- _THE TASK_:
Lines from the records below that contain the word "font" are to be copied out.

- _EXERCISE INPUT_:
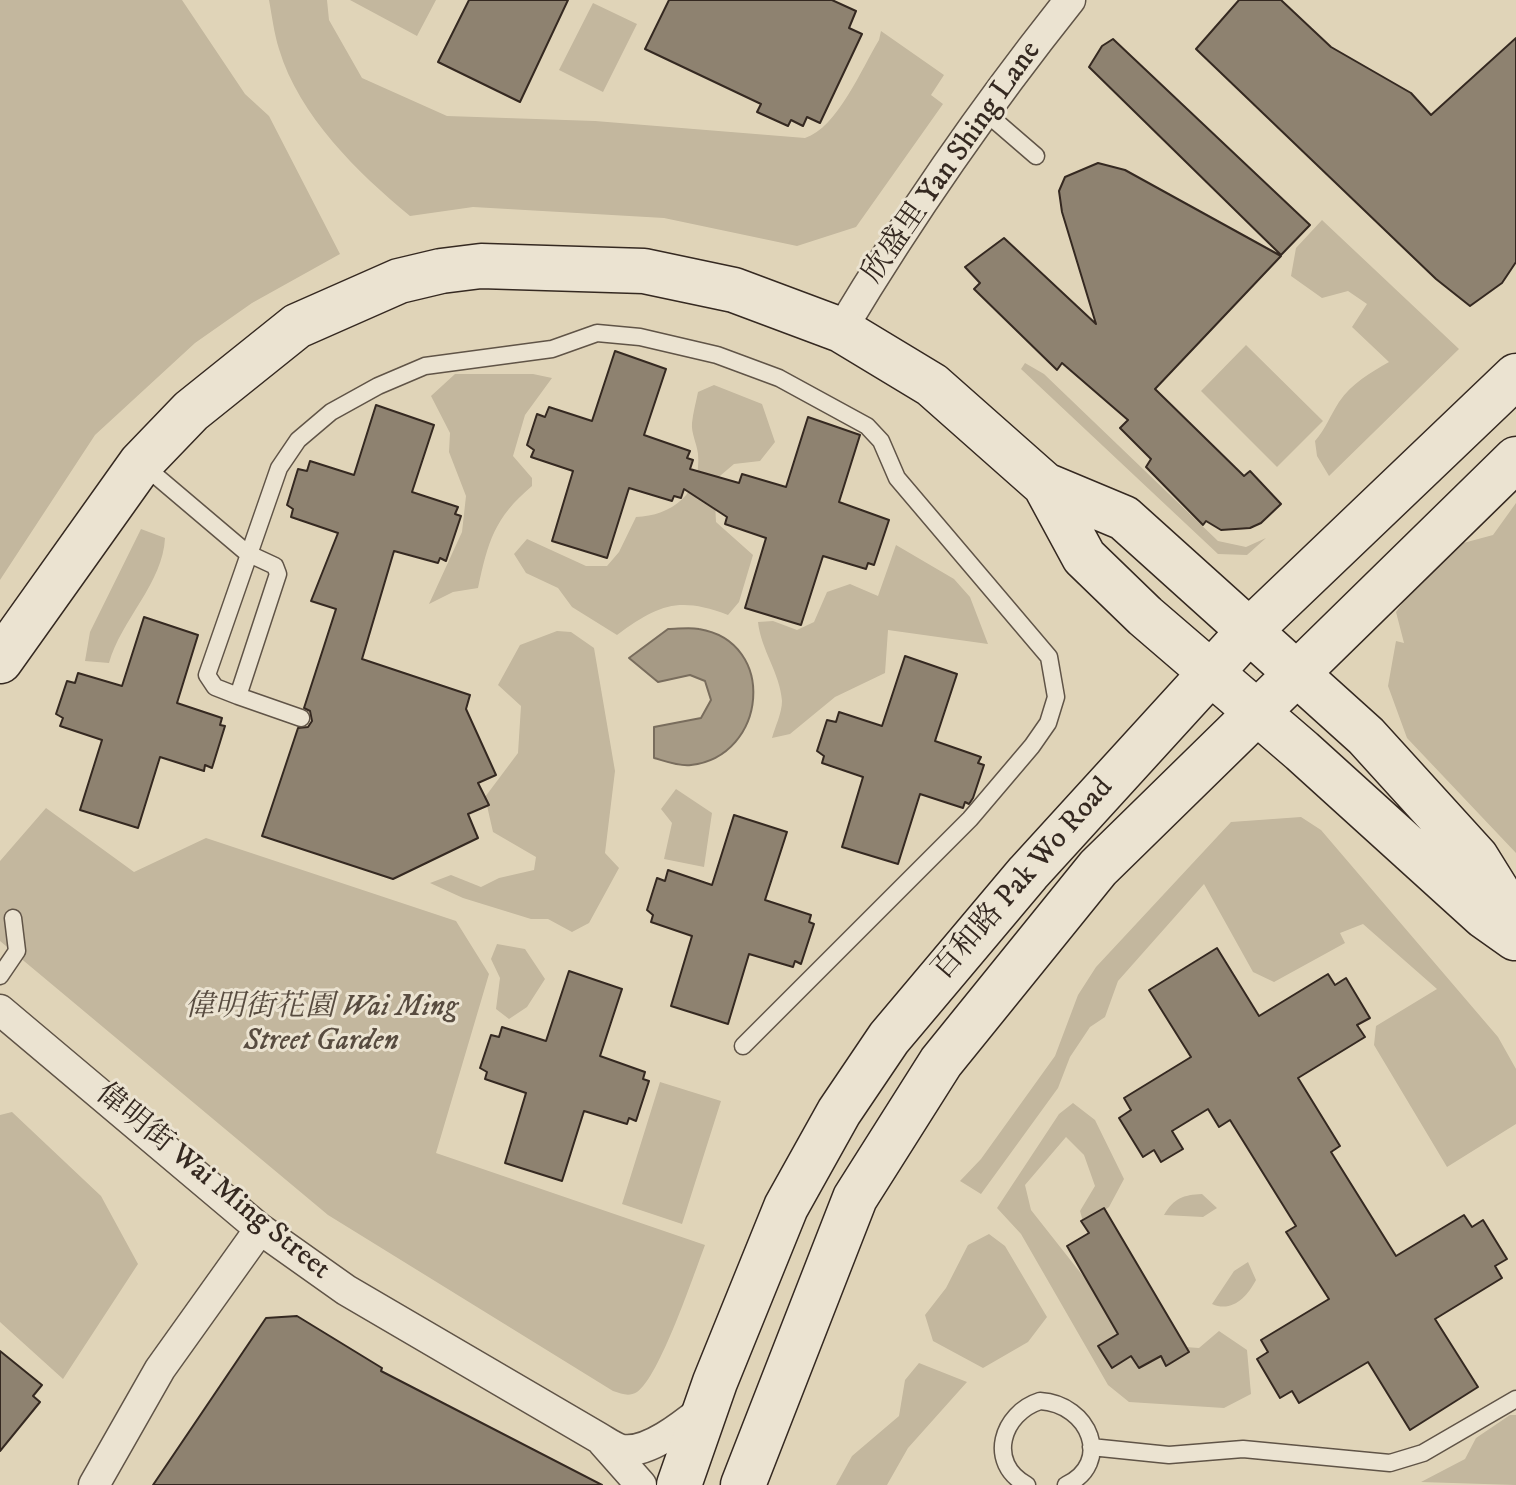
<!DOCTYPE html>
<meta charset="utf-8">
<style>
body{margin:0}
canvas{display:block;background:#e0d4b8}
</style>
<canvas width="1516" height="1485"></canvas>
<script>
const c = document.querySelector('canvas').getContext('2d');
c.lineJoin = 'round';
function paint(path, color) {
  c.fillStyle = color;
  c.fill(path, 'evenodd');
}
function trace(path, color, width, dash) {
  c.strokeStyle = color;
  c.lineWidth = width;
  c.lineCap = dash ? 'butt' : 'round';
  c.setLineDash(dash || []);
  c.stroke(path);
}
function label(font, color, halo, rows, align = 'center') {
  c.font = font + ' "IM FELL DW Pica","Noto Serif TC",serif';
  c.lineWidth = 6;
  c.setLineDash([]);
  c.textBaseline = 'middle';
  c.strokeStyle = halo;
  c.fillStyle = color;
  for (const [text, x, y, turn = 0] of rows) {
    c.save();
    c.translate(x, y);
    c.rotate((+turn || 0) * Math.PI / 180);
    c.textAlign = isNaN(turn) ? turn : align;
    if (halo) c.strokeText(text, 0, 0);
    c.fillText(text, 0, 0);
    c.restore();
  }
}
paint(new Path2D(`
 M 0,0 L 182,0 L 245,94 L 269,116 L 340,254 L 252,303 L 195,343 L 95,435 L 0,580 Z
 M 269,0 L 327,0 L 329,20 L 362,78 L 447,116 L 595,121 L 805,138 C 837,128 862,68 879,40 L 881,31 L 944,75 L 931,95 L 943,104 L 856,227 L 797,246 L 664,218 L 473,207 L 410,216 C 358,173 299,116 279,49 C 274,33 272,16 269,0 Z
 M 350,0 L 436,0 L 417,36 Z
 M 593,3 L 637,24 L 603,92 L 559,70 Z
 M 1322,220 L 1459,349 L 1329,476 L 1317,456 L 1315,441 C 1326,428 1330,416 1339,402 C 1352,383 1370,373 1389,362 L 1352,327 L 1367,304 L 1348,291 L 1322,298 L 1291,276 L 1296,248 Z
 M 1246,345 L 1323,421 L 1277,467 L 1201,391 Z
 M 1025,363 L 1044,374 L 1218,541 L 1246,547 L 1266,538 L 1247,555 L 1218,554 L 1021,369 Z
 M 455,374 L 533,374 L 552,378 L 525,415 L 513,456 L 532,478 L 532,486 C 494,518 488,542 478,588 L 453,592 L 429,604 L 462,532 L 466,496 L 449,452 L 450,433 L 431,396 Z
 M 714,385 L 762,404 L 775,442 L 760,461 L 734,464 L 714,481 L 716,522 L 753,555 L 739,602 L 728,615 C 678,596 658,605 617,635 L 572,607 L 558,588 L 526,573 L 514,554 L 527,539 L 586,566 L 607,566 L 619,552 L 636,517 C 671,516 702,493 698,454 C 697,444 691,433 692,423 C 693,413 696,402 698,392 Z
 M 1516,503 L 1516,853 L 1407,738 L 1388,686 L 1396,641 L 1404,643 L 1396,612 L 1441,549 L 1493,535 Z
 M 141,529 L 165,538 C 163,583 121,620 109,663 L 85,661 L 90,632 Z
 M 896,545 L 954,579 L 970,597 L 988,644 L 888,630 L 885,673 L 835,697 L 790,734 L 772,738 C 775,727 782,713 782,701 C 780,673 761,650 758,622 L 773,621 L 797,630 L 814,622 L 827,592 L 850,584 L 878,596 Z
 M 557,631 L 571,632 L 594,648 L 615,771 L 605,853 L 619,868 L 589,923 L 572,932 L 548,919 L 531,919 L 463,898 L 430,883 L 451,875 L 481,887 L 499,878 L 534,870 L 536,857 L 493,832 L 485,797 L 518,753 L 521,706 L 498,685 L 520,645 Z
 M 676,789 L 712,813 L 704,867 L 664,859 L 672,823 L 661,809 Z
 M 46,808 L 134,872 L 206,838 L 456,921 L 489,974 L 436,1153 L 705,1245 C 694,1274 659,1378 637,1392 C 629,1397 622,1394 613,1391 L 328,1215 L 0,941 L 0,861 Z
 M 1301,817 L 1321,830 L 1498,1037 L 1516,1069 L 1516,1124 L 1447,1167 L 1374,1045 L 1376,1026 L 1437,989 L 1363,924 L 1340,933 L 1345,943 L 1274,982 L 1253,972 L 1204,884 L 1118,981 L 1105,1017 L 1090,1027 L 1070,1057 L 1058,1088 L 981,1194 L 960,1181 L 981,1159 L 1055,1056 L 1078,995 L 1096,967 L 1231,822 Z
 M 497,944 L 525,949 L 545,979 L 527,1007 L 509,1019 L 496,1009 L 500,978 L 491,959 Z
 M 660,1082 L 721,1101 L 682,1224 L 622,1204 Z
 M 1073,1103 L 1095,1120 L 1124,1179 L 1109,1207 L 1084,1225 L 1080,1211 L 1095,1186 L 1084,1155 L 1066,1137 L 1025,1185 L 1031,1210 L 1087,1281 L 1129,1343 L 1199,1348 L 1219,1331 L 1247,1350 L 1251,1394 L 1224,1408 L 1129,1402 L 1108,1385 L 1021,1234 L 997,1208 L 1059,1114 Z
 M 12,1112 L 101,1196 L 138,1264 L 63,1379 L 0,1322 L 0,1115 Z
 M 1202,1194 L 1217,1208 L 1203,1217 L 1164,1215 C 1174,1198 1183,1195 1202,1194 Z
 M 989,1234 L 1005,1246 L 1047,1317 L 1028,1342 L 983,1368 L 933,1341 L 925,1315 L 946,1288 L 968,1245 Z
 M 1248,1262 L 1256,1280 C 1247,1297 1232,1313 1212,1304 L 1234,1271 Z
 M 919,1363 L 967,1382 L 908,1448 L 887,1485 L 836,1485 L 852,1456 L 899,1416 L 905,1380 Z
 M 1510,1415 L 1516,1415 L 1516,1485 L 1421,1482 L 1465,1459 L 1476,1438 Z`), '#c3b79e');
const water = new Path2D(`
 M 668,629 C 678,629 689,627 699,629 C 778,642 767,756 691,765 C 680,767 665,761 654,758 L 654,727 L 701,718 L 711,700 L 705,681 L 690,675 L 658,682 L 629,658 Z`);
paint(water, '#a69a85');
trace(water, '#796d5d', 2);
const building = new Path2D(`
 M 469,0 L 568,0 L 520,102 L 438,62 Z
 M 669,0 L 832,0 L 856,11 L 849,28 L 862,34 L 820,123 L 807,117 L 803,126 L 791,120 L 788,126 L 757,112 L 761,104 L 645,49 Z
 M 1239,0 L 1281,0 L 1331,47 L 1411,93 L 1431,115 L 1516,38 L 1516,262 L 1502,283 L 1470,306 L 1436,279 L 1196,49 Z
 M 1113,39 L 1310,225 L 1281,255 L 1089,67 L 1102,46 Z
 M 1098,163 L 1125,170 L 1281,256 L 1155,389 L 1244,476 L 1250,471 L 1281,504 L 1261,523 L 1250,528 L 1221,530 L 1206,521 L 1203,525 L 1146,467 L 1151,459 L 1120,428 L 1128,420 L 1062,363 L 1057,370 L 974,289 L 980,283 L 965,267 L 1004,238 L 1096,324 L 1062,212 L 1059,191 L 1065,177 Z
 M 615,351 L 666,369 L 644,435 L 690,451 L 687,458 L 693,460 L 690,469 L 739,483 L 742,474 L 786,487 L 808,417 L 860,435 L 839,502 L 889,520 L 874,565 L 868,563 L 866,569 L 823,556 L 801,625 L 745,608 L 766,538 L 725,524 L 727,517 L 684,489 L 681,498 L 674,496 L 672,501 L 629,488 L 607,558 L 552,541 L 573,471 L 531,457 L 534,450 L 527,445 L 537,414 L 545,417 L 549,407 L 592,421 Z
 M 376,405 L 434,425 L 412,492 L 458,507 L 455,514 L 461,516 L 446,561 L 440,558 L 438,563 L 394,551 L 362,659 L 470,695 L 466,709 L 496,775 L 478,783 L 489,805 L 468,814 L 478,838 L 393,879 L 262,836 L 298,728 L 308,727 L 312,721 L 310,711 L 304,708 L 336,609 L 311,601 L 338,533 L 291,517 L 293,509 L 287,505 L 298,469 L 307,471 L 310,461 L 354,475 Z
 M 144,617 L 198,635 L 177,703 L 222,718 L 220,725 L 225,726 L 212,768 L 205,765 L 204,771 L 160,757 L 138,828 L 80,810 L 102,740 L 60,726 L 63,718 L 56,714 L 67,681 L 75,683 L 78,673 L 122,686 Z
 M 905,656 L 957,674 L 935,741 L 981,757 L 978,763 L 984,765 L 973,798 L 969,804 L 965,802 L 963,808 L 920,794 L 898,864 L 842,847 L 863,777 L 822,763 L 824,756 L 817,751 L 827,720 L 836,722 L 839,712 L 882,726 Z
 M 734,815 L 787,832 L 765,900 L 811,915 L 809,922 L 814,924 L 801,964 L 795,961 L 793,967 L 749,954 L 728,1024 L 671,1006 L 692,936 L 651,922 L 653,915 L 647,910 L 657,878 L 665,881 L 668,870 L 712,885 Z
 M 1217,948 L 1259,1016 L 1328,974 L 1335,985 L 1346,978 L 1370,1018 L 1357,1025 L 1365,1037 L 1298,1078 L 1340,1146 L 1331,1152 L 1396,1256 L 1464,1215 L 1472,1227 L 1483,1220 L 1507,1259 L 1495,1266 L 1502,1278 L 1435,1319 L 1478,1387 L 1410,1430 L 1368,1362 L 1299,1403 L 1292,1391 L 1280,1398 L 1257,1359 L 1268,1352 L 1261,1340 L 1329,1299 L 1286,1232 L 1296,1226 L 1230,1120 L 1219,1127 L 1208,1109 L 1172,1131 L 1183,1149 L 1161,1162 L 1154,1150 L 1143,1157 L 1119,1118 L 1131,1110 L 1124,1098 L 1191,1057 L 1149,990 Z
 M 569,971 L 622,989 L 600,1056 L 645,1072 L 643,1079 L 649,1081 L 636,1121 L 629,1118 L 627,1124 L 584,1111 L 562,1181 L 505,1163 L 526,1093 L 485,1079 L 487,1072 L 480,1068 L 491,1035 L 499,1037 L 502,1027 L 546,1041 Z
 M 1104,1208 L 1189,1352 L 1166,1366 L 1161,1356 L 1139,1368 L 1131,1356 L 1112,1368 L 1098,1346 L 1118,1334 L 1067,1246 L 1089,1233 L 1081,1221 Z
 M 297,1316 L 382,1368 L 381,1371 L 602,1485 L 153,1485 L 266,1318 Z
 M 0,1351 L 42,1385 L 33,1396 L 40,1402 L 0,1451 Z`);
paint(building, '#8e8270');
trace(building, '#352921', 2);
const lane = new Path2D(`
 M 985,112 L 1036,156
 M 142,464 L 247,553 L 275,566 L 278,574 L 238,696 L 215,687 L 207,675 L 279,468 L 298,440 L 331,412 L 378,386 L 425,366 L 552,349 L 597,333 L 640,337 L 717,355 L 779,378 L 867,426 L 881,441 L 897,478 L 1049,657 L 1056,697 L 1048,723 L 1032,746 L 970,819 L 743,1046
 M 238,696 L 301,718
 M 0,976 L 17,951 L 13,918
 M 1091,1447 L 1169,1455 L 1243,1449 L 1390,1463 L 1423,1453 L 1516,1399
 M 1027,1485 C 986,1463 1002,1413 1040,1401 C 1090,1404 1113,1463 1066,1485`);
const street = new Path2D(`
 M 841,330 C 910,215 987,104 1070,0
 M 0,1010 L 260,1229 L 346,1290 L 599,1438 C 606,1442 614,1448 622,1450 C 649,1454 686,1423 706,1407
 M 603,1442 L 641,1485
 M 94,1485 L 160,1369 L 260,1229`);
const secondary = new Path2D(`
 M 1045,485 L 1084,557 L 1145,616 L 1302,751 L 1484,916 L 1515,938
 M 0,661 L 141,463 L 191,411 L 297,326 L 399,281 L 441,271 L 481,266 L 644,271 L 734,290 L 841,330 L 932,385 L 1045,485 L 1124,518 L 1366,736 L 1476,857 L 1516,921
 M 679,1485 L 715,1382 L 786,1207 L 839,1112 L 889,1038 L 1028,873 L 1248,632 L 1516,376
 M 743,1485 L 855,1198 L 941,1062 L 1098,868 L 1516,459`);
trace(lane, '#605447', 19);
trace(street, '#605447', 33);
trace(secondary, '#352921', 47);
trace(lane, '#ebe3d1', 16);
trace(street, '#ebe3d1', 30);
trace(secondary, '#ebe3d1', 44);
label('30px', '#352921', '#ebe3d1', [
 ["欣盛里 Yan Shing Lane",953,163,-55],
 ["百和路 Pak Wo Road",1024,880,-49],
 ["偉明街 Wai Ming Street",212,1183,39]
]);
label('italic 30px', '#584c40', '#ebe3d1', [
 ["偉明街花園 Wai Ming",321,1009],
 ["Street Garden",321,1043]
]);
</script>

- _RESULT OF THE TASK_:
function label(font, color, halo, rows, align = 'center') {
  c.font = font + ' "IM FELL DW Pica","Noto Serif TC",serif';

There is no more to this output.